Random notes from ASA Conference 2007 September

Saturday 15th September 2007

Analgesia in labour

Significant association to post-op pain

• Young age
• Female gender
• Level of pre-op pain
• Incision size
• Type of surgery

 

Mode of delivery (vaginal vs Caesarean section) makes no difference with regard to:

• Pain at 2 months
• Post partum depression

 

Severe pain post op correlates with risk of chronic pain

 

Calculation of dosage

• Propofol - use actual weight
• Suxamethonium - use actual weight
• Fentanyl - use actual weight
• Morphine - use ideal weight

 

Myometrial afferent nerves regress during pregnancy

 

Most pain is from cervix and lower segment, from:

• Spontaneous activity
• Increased response to stimulation
• (Possibly due to oestrogen)

Hypotension in obstetric spinals

Hypotension in obstetric spinal anaesthesia occurs in 80-90%

 

Ephedrine vs Phenylephrine

• Ephedrine
  * Longer duration
  * More beta agonist effect
  * Crosses placenta more than phenylephrine
• Phenylephrine
  * Shorter duration - easier to titrate
  * Alpha agonist
  * Less foetal acidosis
  * Less N&V

 

Foetal acidosis

Ephedrine crosses placenta more than phenylephrine (possibly due to higher lipid solubility)
--> Causes increased metabolism
--> Increased O2 demand
--> Increased risk of foetal acidosis

Weight and pregnancy

Underweight (<50kg)

Increased risk of

• IUGR (intra-uterine growth retardation)
• Prematurity
• Low fertility

Obesity (BMI > 30)

Increased risk of

• Infertility
• Higher miscarriage if IVF is used
  * Not when conception was natural
• Congenital malformation
• Essential hypertension
• DM and gestational diabetes
• Obstructive sleep apnoea, which in itself also leads to
  * Pregnancy-induced hypertension
  * IUGR
• Increased pre-term birth
  * Odds ratio of <32 weeks = 1.6
• Intra-partum complication
  * Increased incidence of induction of labour
  * Increased rate of caesarean section
• Failure of epidural
  * 42% vs 6% in non-obese
• High rate of difficult intubation
• Longer surgery time
• Increased risk of bleeding

 

Sunday 16th September 2007

NSAID and Paracetamol

Presented by Dr Steve Jones

Number needed to treat (NNT)

• Diclofenac 100mg = 1.9
• Parecoxib IV 40mg = 2.2
• Morphine IM 10mg = 2.9
• Paracetamol 1g = 3.8
• Codeine 60mg = 16.7

 

Selective and non-selective NSAIDs have similar efficacy

 

NSAID

NSAID decreases morphine consumption and its associated side-effects

• Nausea decreases by 12% (NNT = 16)
• Vomit decreases by 32% (NNT = 15)
• PONV decreases by 33% (NNT = 12)
• Sedation decreases (NNT = 15)

35% improvement in pain score

20-40% decrease in morphine consumption

 

Paracetamol

Morphine consumption decreases by 20%

10% improvement in pain score

20% decrease in morphine consumption (but not statistical significant)

 

Combination with NSAID is more effective

Paracetamol + Tramadol

Paracetamol 650mg NNT = 4.6

Tramadol 75mg NNT = 5.3

Paracetamol 650mg + Tramadol 75mg NNT = 2.6

 

Side effects associated with NSAIDs

NSAID increases risk of severe bleed (0% vs 1.4%) (NNH = 59)

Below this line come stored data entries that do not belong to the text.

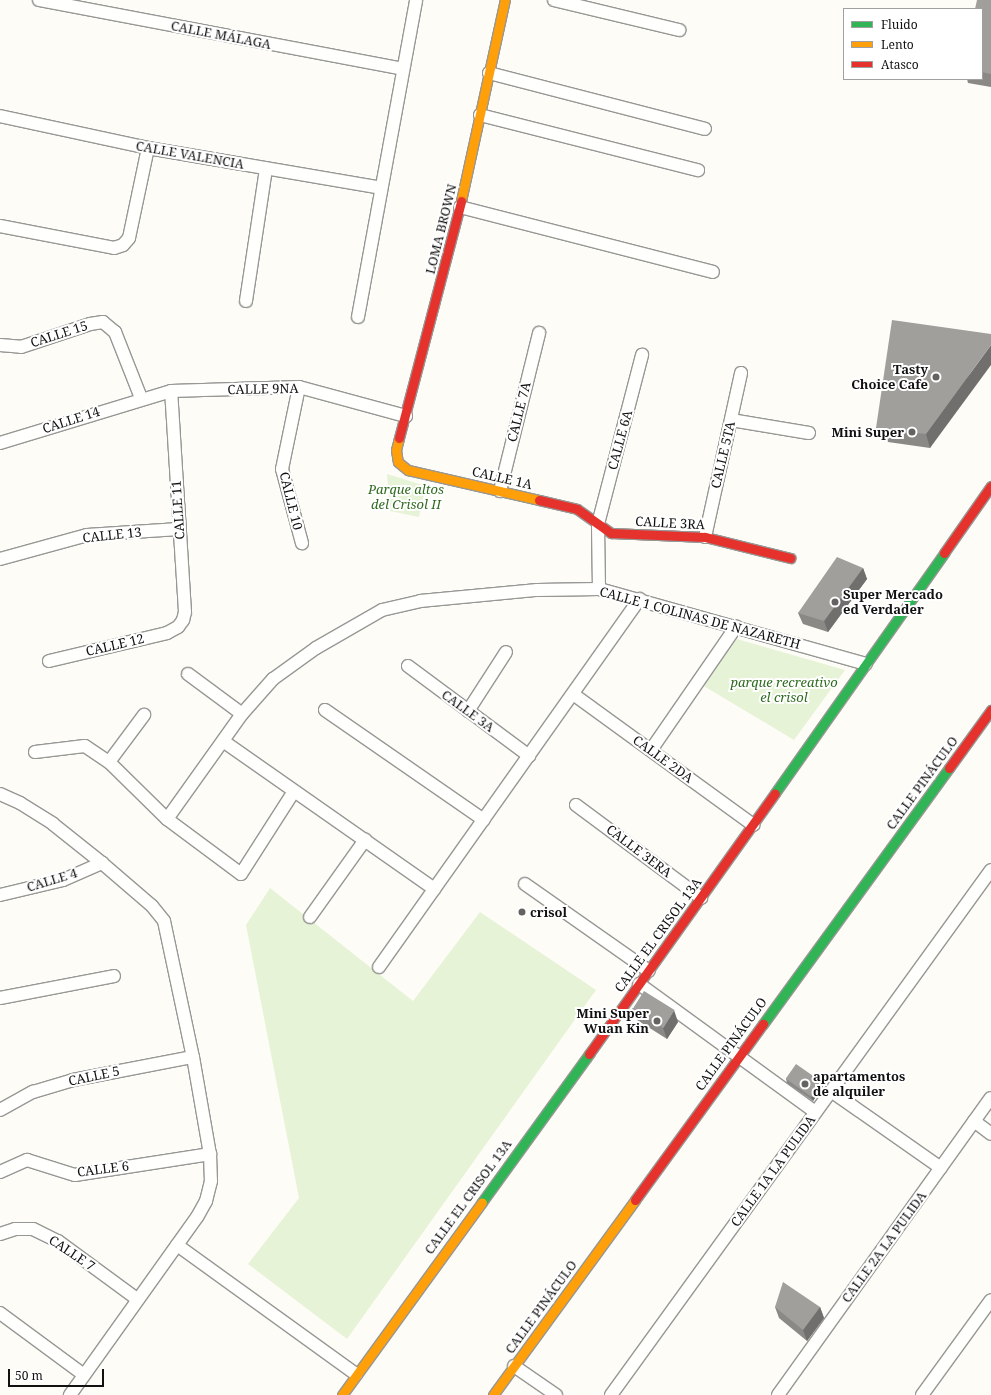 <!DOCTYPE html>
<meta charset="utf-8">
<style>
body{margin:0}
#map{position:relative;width:991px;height:1395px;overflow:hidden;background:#fdfcf7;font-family:"Noto Serif",serif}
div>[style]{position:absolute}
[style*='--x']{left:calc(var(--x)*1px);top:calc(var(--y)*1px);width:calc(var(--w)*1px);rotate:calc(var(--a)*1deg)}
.green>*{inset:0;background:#e7f3d7}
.roads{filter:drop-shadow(1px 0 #979795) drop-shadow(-1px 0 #979795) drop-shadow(0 1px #979795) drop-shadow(0 -1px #979795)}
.street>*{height:12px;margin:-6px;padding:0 6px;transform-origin:6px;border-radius:6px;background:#fffffe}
.fast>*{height:9px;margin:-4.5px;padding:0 4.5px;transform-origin:4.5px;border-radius:4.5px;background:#30b455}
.slow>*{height:9px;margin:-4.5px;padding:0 4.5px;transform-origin:4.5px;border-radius:4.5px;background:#ff9f0a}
.jam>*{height:9px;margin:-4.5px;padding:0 4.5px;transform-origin:4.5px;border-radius:4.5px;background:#e5322d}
.wall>*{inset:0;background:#8a8986}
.shaded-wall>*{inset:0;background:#716f6d}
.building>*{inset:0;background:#a19f9c;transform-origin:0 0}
.dots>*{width:11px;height:11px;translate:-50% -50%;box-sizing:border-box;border:2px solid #fff;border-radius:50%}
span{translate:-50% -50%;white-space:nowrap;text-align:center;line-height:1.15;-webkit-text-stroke:4px #fff;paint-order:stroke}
.street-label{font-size:13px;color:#111}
.poi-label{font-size:13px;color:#111;font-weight:700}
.right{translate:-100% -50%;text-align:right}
.left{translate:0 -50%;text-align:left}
.park-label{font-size:13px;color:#2f6b1f;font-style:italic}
.legend{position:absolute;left:843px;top:8px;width:140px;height:72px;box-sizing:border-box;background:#fff;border:1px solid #a0a0a0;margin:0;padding:5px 7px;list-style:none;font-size:12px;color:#111}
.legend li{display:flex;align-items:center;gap:8px;height:20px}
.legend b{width:20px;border:1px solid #a0a0a0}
.scale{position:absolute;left:8px;top:1369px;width:96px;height:18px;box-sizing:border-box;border:2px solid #111;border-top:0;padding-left:5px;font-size:12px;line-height:14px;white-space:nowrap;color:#111;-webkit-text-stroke:3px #fff;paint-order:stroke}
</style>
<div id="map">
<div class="green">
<div style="clip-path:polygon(387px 474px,426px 486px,419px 517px,390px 511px)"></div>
<div style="clip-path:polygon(737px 639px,845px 670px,794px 740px,702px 685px)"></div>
<div style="clip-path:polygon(270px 888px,413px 1001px,480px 912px,596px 990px,347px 1339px,248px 1264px,299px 1198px,246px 925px)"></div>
</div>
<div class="roads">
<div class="street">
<div style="--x:39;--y:0;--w:370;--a:10.7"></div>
<div style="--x:554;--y:0;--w:129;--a:13.5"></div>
<div style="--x:489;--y:73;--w:223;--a:14.5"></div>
<div style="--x:480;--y:115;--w:225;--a:14.2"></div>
<div style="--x:0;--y:116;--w:151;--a:12.2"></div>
<div style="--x:148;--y:148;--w:236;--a:9.7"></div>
<div style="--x:460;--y:207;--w:261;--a:14.4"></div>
<div style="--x:0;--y:226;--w:116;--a:10.9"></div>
<div style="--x:114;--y:248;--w:9;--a:-18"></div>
<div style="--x:123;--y:245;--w:9;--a:-49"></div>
<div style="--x:129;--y:238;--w:92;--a:-78.1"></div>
<div style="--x:246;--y:301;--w:134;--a:-81.4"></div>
<div style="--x:358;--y:317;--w:322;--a:-79.6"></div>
<div style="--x:0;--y:345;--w:21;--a:5"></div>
<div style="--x:21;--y:347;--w:73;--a:-18.4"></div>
<div style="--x:90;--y:324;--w:13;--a:-9"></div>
<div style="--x:103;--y:322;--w:16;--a:40"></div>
<div style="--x:115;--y:332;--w:71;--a:68.5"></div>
<div style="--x:299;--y:387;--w:84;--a:101.7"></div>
<div style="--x:282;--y:469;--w:77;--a:74.9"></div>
<div style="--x:731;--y:420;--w:79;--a:9.5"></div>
<div style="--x:0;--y:443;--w:179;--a:-16.9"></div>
<div style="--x:171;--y:391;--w:128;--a:-1.8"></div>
<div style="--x:299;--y:387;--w:111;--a:15.2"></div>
<div style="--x:500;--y:491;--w:163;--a:-76.1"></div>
<div style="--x:705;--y:537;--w:168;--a:-77.6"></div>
<div style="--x:0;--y:559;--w:90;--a:-15.4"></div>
<div style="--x:87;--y:535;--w:92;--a:-3.7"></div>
<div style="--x:599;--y:589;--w:65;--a:-90.9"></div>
<div style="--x:598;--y:524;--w:175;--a:-75.4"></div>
<div style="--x:49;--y:661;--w:121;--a:-13.3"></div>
<div style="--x:167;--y:633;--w:13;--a:-29"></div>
<div style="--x:178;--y:627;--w:9;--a:-54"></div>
<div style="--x:183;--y:620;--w:8;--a:-76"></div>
<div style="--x:185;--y:612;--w:221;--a:-93.6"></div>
<div style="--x:408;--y:666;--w:151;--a:36.6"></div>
<div style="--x:188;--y:674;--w:67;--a:36.5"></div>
<div style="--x:573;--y:694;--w:223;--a:36"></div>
<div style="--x:325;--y:710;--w:193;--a:34.7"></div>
<div style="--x:468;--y:711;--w:70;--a:-57.2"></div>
<div style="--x:223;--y:741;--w:258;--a:35"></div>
<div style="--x:651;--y:750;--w:150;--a:-55.4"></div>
<div style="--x:35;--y:752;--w:50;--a:-6.8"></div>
<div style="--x:85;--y:746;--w:29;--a:34"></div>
<div style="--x:109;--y:762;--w:81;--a:44.5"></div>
<div style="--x:167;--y:819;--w:92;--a:36.6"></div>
<div style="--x:241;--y:874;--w:98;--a:-57.4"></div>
<div style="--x:109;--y:762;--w:59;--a:-53.3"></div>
<div style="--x:0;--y:794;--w:22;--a:24"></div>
<div style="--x:20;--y:803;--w:39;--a:32"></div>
<div style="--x:53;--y:824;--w:63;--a:38.5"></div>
<div style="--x:102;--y:863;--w:66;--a:40.7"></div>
<div style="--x:152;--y:906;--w:19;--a:51"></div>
<div style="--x:164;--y:921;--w:139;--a:78"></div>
<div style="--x:193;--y:1057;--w:98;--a:80.1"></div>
<div style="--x:210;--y:1154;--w:27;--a:88"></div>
<div style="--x:211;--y:1181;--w:21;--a:104"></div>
<div style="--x:206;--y:1201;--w:18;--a:119"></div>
<div style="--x:197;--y:1217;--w:219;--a:125.5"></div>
<div style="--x:576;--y:805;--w:156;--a:36.6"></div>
<div style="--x:167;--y:819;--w:129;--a:-54.5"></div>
<div style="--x:242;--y:714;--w:47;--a:-48.5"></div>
<div style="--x:273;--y:679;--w:53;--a:-35.8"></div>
<div style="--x:316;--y:648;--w:76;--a:-29.9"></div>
<div style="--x:382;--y:610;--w:39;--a:-13"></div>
<div style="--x:420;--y:601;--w:118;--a:-5.4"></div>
<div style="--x:537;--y:590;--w:62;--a:-0.9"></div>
<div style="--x:599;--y:589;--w:277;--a:15.7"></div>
<div style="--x:525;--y:884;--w:151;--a:35.1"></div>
<div style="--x:0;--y:895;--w:65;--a:-13.4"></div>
<div style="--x:63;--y:880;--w:43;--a:-23.6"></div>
<div style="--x:310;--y:917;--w:95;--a:-54.5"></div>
<div style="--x:379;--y:967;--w:451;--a:-54.7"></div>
<div style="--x:639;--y:984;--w:218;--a:36"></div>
<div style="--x:0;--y:998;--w:116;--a:-10.9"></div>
<div style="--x:831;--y:1091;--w:134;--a:35"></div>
<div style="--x:0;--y:1110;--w:38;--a:-29"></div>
<div style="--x:33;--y:1092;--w:42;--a:-16.7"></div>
<div style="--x:73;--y:1080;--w:122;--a:-10.9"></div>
<div style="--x:974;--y:1121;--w:21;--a:37"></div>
<div style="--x:0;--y:1172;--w:30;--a:-24"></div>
<div style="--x:27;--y:1160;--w:50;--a:17.4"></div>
<div style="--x:75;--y:1175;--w:137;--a:-8.8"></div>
<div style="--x:0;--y:1234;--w:16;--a:-18"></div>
<div style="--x:15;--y:1229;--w:18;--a:0"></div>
<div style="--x:33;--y:1229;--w:28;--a:26"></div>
<div style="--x:58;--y:1241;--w:98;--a:36.3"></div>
<div style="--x:177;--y:1245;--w:221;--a:35.8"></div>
<div style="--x:0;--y:1313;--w:104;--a:36.4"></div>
<div style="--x:514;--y:1366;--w:51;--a:34.6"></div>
<div style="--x:611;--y:1395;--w:648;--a:-54.1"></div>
<div style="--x:778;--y:1395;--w:365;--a:-54.4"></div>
<div style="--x:922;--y:1395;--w:117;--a:-54"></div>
</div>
<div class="fast">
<div style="--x:775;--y:793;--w:294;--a:-54.8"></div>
<div style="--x:763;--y:1024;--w:316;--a:-54"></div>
<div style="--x:482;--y:1202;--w:183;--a:-54.1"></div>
</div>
<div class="slow">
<div style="--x:461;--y:201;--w:206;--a:-77.7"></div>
<div style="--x:399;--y:438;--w:12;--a:104"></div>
<div style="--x:396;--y:450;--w:12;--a:81"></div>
<div style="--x:398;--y:462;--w:13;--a:39"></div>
<div style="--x:408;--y:470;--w:134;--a:12.9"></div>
<div style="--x:342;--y:1395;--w:238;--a:-54"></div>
<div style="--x:493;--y:1395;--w:241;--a:-53.9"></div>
</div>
<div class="jam">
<div style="--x:399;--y:438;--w:245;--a:-75.3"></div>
<div style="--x:539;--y:500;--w:39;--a:13"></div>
<div style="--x:577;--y:509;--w:42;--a:35.2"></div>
<div style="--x:611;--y:533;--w:94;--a:2.4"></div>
<div style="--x:705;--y:537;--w:88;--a:13.9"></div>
<div style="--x:944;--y:553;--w:82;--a:-55"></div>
<div style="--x:949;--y:768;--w:72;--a:-54.1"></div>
<div style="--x:589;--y:1054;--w:320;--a:-54.5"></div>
<div style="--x:635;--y:1200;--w:218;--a:-54"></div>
</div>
</div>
<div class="wall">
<div style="clip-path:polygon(991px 0,991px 87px,968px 83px,967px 79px,982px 79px,982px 9px)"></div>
<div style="clip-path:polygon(991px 334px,930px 448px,881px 441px,876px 428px)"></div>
<div style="clip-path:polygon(863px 568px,867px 579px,828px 632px,803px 624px,798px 613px)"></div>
<div style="clip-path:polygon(632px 1008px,678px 1022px,667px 1039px,637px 1020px)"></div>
<div style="clip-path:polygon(786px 1079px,822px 1082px,823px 1086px,813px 1101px,787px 1083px)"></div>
<div style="clip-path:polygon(775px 1307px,820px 1307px,824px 1318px,807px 1341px,779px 1318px)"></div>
</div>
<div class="shaded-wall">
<div style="clip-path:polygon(991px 345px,991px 365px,930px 448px,926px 434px)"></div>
<div style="clip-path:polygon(863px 568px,867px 579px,828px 632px,824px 621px)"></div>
<div style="clip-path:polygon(674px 1010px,678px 1022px,667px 1039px,663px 1028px)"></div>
<div style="clip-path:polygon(822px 1082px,823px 1086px,813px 1101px,811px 1097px)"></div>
<div style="clip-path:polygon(820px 1307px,824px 1318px,807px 1341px,803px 1330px)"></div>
</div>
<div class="building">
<div style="clip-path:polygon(977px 0,991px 0,991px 74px,982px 72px,982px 9px,975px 9px)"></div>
<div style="clip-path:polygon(892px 320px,991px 334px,991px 345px,926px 434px,876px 428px)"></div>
<div style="clip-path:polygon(837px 557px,863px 568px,824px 621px,798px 613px)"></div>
<div style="left:644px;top:991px;width:36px;height:21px;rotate:32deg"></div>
<div style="left:796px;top:1064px;width:32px;height:18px;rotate:35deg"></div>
<div style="clip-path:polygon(783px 1282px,820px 1307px,803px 1330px,775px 1307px)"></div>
</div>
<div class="dots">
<div style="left:936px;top:377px;background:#646362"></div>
<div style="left:912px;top:432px;background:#646362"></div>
<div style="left:835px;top:602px;background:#646362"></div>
<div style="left:522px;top:912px;background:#646362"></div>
<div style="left:657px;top:1021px;background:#646362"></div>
<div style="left:805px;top:1084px;background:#646362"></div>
</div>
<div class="street-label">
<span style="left:221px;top:35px;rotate:11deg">CALLE MÁLAGA</span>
<span style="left:190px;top:155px;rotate:10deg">CALLE VALENCIA</span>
<span style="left:441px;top:229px;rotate:-76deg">LOMA BROWN</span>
<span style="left:59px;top:334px;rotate:-18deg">CALLE 15</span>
<span style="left:263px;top:389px;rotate:-1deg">CALLE 9NA</span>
<span style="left:519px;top:412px;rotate:-76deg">CALLE 7A</span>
<span style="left:71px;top:420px;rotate:-18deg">CALLE 14</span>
<span style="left:620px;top:440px;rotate:-75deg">CALLE 6A</span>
<span style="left:723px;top:455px;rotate:-77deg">CALLE 5TA</span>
<span style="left:502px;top:478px;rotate:13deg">CALLE 1A</span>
<span style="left:291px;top:501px;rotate:76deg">CALLE 10</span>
<span style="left:178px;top:510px;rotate:-94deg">CALLE 11</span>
<span style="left:670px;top:523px;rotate:3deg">CALLE 3RA</span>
<span style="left:112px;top:535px;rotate:-6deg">CALLE 13</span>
<span style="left:700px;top:618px;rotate:15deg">CALLE 1 COLINAS DE NAZARETH</span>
<span style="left:115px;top:645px;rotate:-13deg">CALLE 12</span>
<span style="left:468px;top:711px;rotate:36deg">CALLE 3A</span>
<span style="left:663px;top:759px;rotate:36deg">CALLE 2DA</span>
<span style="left:922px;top:783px;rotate:-54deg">CALLE PINÁCULO</span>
<span style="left:639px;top:851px;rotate:37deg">CALLE 3ERA</span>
<span style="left:52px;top:880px;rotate:-17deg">CALLE 4</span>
<span style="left:658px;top:935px;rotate:-54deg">CALLE EL CRISOL 13A</span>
<span style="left:731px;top:1044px;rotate:-54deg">CALLE PINÁCULO</span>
<span style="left:94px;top:1076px;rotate:-12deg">CALLE 5</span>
<span style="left:103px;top:1169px;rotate:-7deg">CALLE 6</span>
<span style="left:773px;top:1171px;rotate:-54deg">CALLE 1A LA PULIDA</span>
<span style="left:468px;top:1197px;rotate:-54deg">CALLE EL CRISOL 13A</span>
<span style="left:884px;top:1247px;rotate:-54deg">CALLE 2A LA PULIDA</span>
<span style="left:72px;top:1253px;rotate:34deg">CALLE 7</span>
<span style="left:541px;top:1307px;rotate:-54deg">CALLE PINÁCULO</span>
</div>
<div class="poi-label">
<span class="right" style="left:928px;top:377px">Tasty<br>Choice Cafe</span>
<span class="right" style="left:904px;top:432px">Mini Super</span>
<span class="left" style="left:843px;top:602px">Super Mercado<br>ed Verdader</span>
<span class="left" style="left:530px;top:912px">crisol</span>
<span class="right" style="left:649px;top:1021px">Mini Super<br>Wuan Kin</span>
<span class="left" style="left:813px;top:1084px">apartamentos<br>de alquiler</span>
</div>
<div class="park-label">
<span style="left:406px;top:497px">Parque altos<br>del Crisol II</span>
<span style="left:784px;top:690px">parque recreativo<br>el crisol</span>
</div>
<ul class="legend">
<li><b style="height:5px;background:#30b455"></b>Fluido</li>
<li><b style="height:5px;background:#ff9f0a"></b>Lento</li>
<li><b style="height:5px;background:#e5322d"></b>Atasco</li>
</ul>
<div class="scale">50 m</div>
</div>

COX2 increases risk of renal failure (0% vs 1.4%)

NSAID increases risk of GI bleed (but not statistical significant)

 

Chronic pain

Possible decrease in chronic pain with NSAID

e.g.

In ACL repair, celecoxib 200mg PO BD for 14 days

In posterior spinal fusion, celecoxib 400mg pre-op + 200mg BD x 5 days
* 10% vs 30% with pain at 1 year's time.

NMDA antagonists

Presented by Eric Visser

NMDA receptors

Mg2+ blocks NMDA channel

Ketamine attaches to PCP site on NMDA channel

NMDA antagonists include:
* Dextromethorphan
* Mg2+
* Ketamine

Ketamine

Ketamine 0.1 - 0.2 mg/kg/hr

Decreases opioid consumption by 30%

But, no reduction in opioids side effects
* Except for N&V

No benefit from mixing ketamine and opioid in PCA
* Need to keep infusion separate (due to different requirements)

Side effect of ketamine infusion

Hallucination 7% (NNH 27)

Nightmare 4% (NNH 62)

Side effects can be reduced with anaesthetics and benzodiazepine

Clinical significance

Despite reduced opioid consumption, opioid SE is not reduced (except for N&V)

Therefore, while effect of ketamine is statistically significiant,
--> Effect not clinically significant

Ketamine infusion should not be used routinely.